As a result, or as an in-depth continuation of a process with several years of history, knowledge was made known through a cascade of ‘chain appropriations’, often without authorization, as Robert Darnton detailed in his work on the Encyclopedia (Darnton, 2006). That helped, among many other things, the Enlightenment spread thanks to a cascade of ‘illegal’ reprints. As Johns argues,"we could say that without piracy, there would have been no Enlightenment " (Johns, 2011, p. 53).
Editorial Christmas
Today, the average German possesses about ten thousand objects. In the United Kingdom, there were about six billion garments in 2013 — about one hundred per adult — and a quarter of them never came out of their drawers (Trentmann, 2017). This consumerist fever, which has made us voracious buyers, often uncontrolled, is the result of a long process. Some authors trace this behavior back to the Ming Dynasty (1368–1644) — the oldest reference — with its obsession with lacquered cups inlaid with silver and its hairstyles supported by carved bamboo forks. Others contend it lies in the Dutch Republic of the 17th century’s Golden Age, when even the maidens had paintings in their rooms, and Great Britain of the 18th century, flooded by the avalanche of novel cheap products: pipes, soaps, woven socks, tobacco, chocolate, and coffee... (Trentmann, 2012). For the consumer society to flourish, as Trentmann points out, attitudes must change: "Goods do not arrive alone. They have to be invited to come in”. And that’s what happened with books and Christmas in the 19th century.

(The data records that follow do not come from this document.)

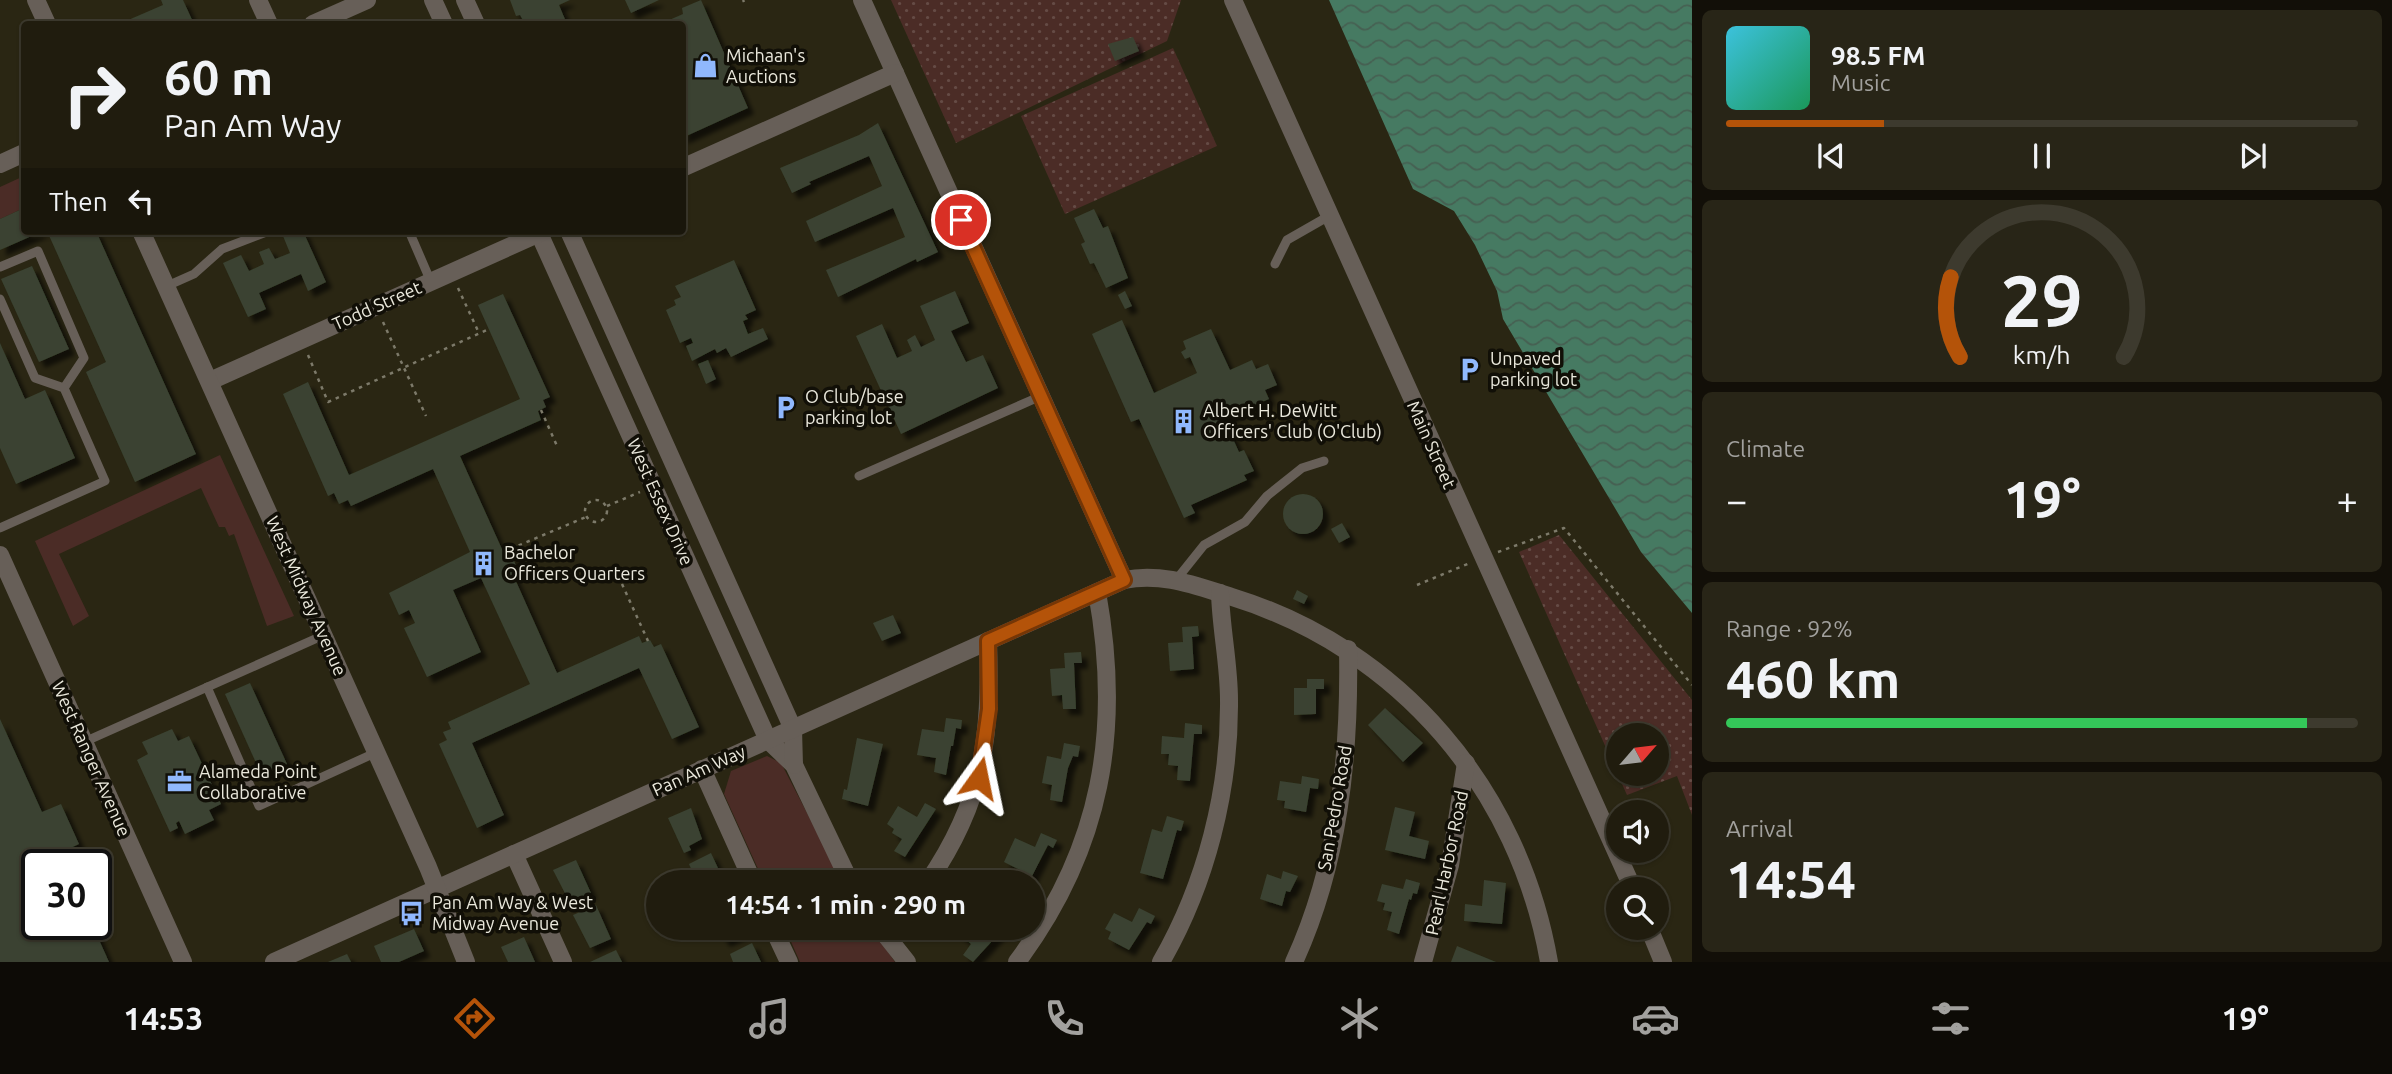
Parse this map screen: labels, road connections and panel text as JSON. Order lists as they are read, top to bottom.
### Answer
{
  "streets": {
    "street": [
      "Todd Street",
      "Main Street",
      "West Essex Drive",
      "West Midway Avenue",
      "West Ranger Avenue",
      "Pan Am Way",
      "San Pedro Road",
      "Pearl Harbor Road"
    ]
  },
  "crossings": [
    ["Todd Street", "West Midway Avenue"],
    ["West Essex Drive", "Pan Am Way"],
    ["West Midway Avenue", "Pan Am Way"],
    ["Pan Am Way", "San Pedro Road"],
    ["Pan Am Way", "Pearl Harbor Road"]
  ],
  "places": {
    "shop": ["Michaan's Auctions"],
    "parking": ["Unpaved parking lot", "O Club/base parking lot"],
    "building": ["Albert H. DeWitt Officers' Club (O'Club)", "Bachelor Officers Quarters"],
    "office": ["Alameda Point Collaborative"],
    "bus stop": ["Pan Am Way & West Midway Avenue"]
  },
  "north": "top right",
  "page": {
    "turn": ["60 m", "Pan Am Way"],
    "song": ["98.5 FM", "Music"],
    "then": "Then",
    "tile": [
      "Climate",
      ["Range · 92%", "460 km"],
      ["Arrival", "14:54"]
    ],
    "heat": ["−", "19°", "+"],
    "limit": "30",
    "trip": "14:54 · 1 min · 290 m",
    "tabs": ["14:53", "19°"],
    "gauge": ["29", "km/h"]
  }
}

At that time, small printed objects began to occupy a prominent place in one of the most important traditions of the West: Christmas. The incipient American consumerist fever made books one of the first and most suitable objects to give away on that date — the most important moment of family exchange in modernity. In The Battle for Christmas (1996), Stephen Nissenbaum analyzes the transformation of this festivity. Before the 19th century, this period was a kind of carnival, a time of unlimited alcohol consumption and gangster violence, during which the most elementary rules of coexistence and urbanity were abandoned, a festive violence that seems to be found in the antipodes of the modern end-of-year celebration. As a reaction to the effects of this periodic subversion of the order, a new approach of celebration behind closed doors emerged, in the family communion, which Nissenbaum places as part of a long history of cultural consumption and of practices linked to caring for children, the target of gifts this season. And books played a central role in this transformation: "Publishers and booksellers were the collision forces in the exploitation and development of a Christmas trade, and books were at the forefront of a market-driven Christmas" (Nissenbaum, 1997, p. 140).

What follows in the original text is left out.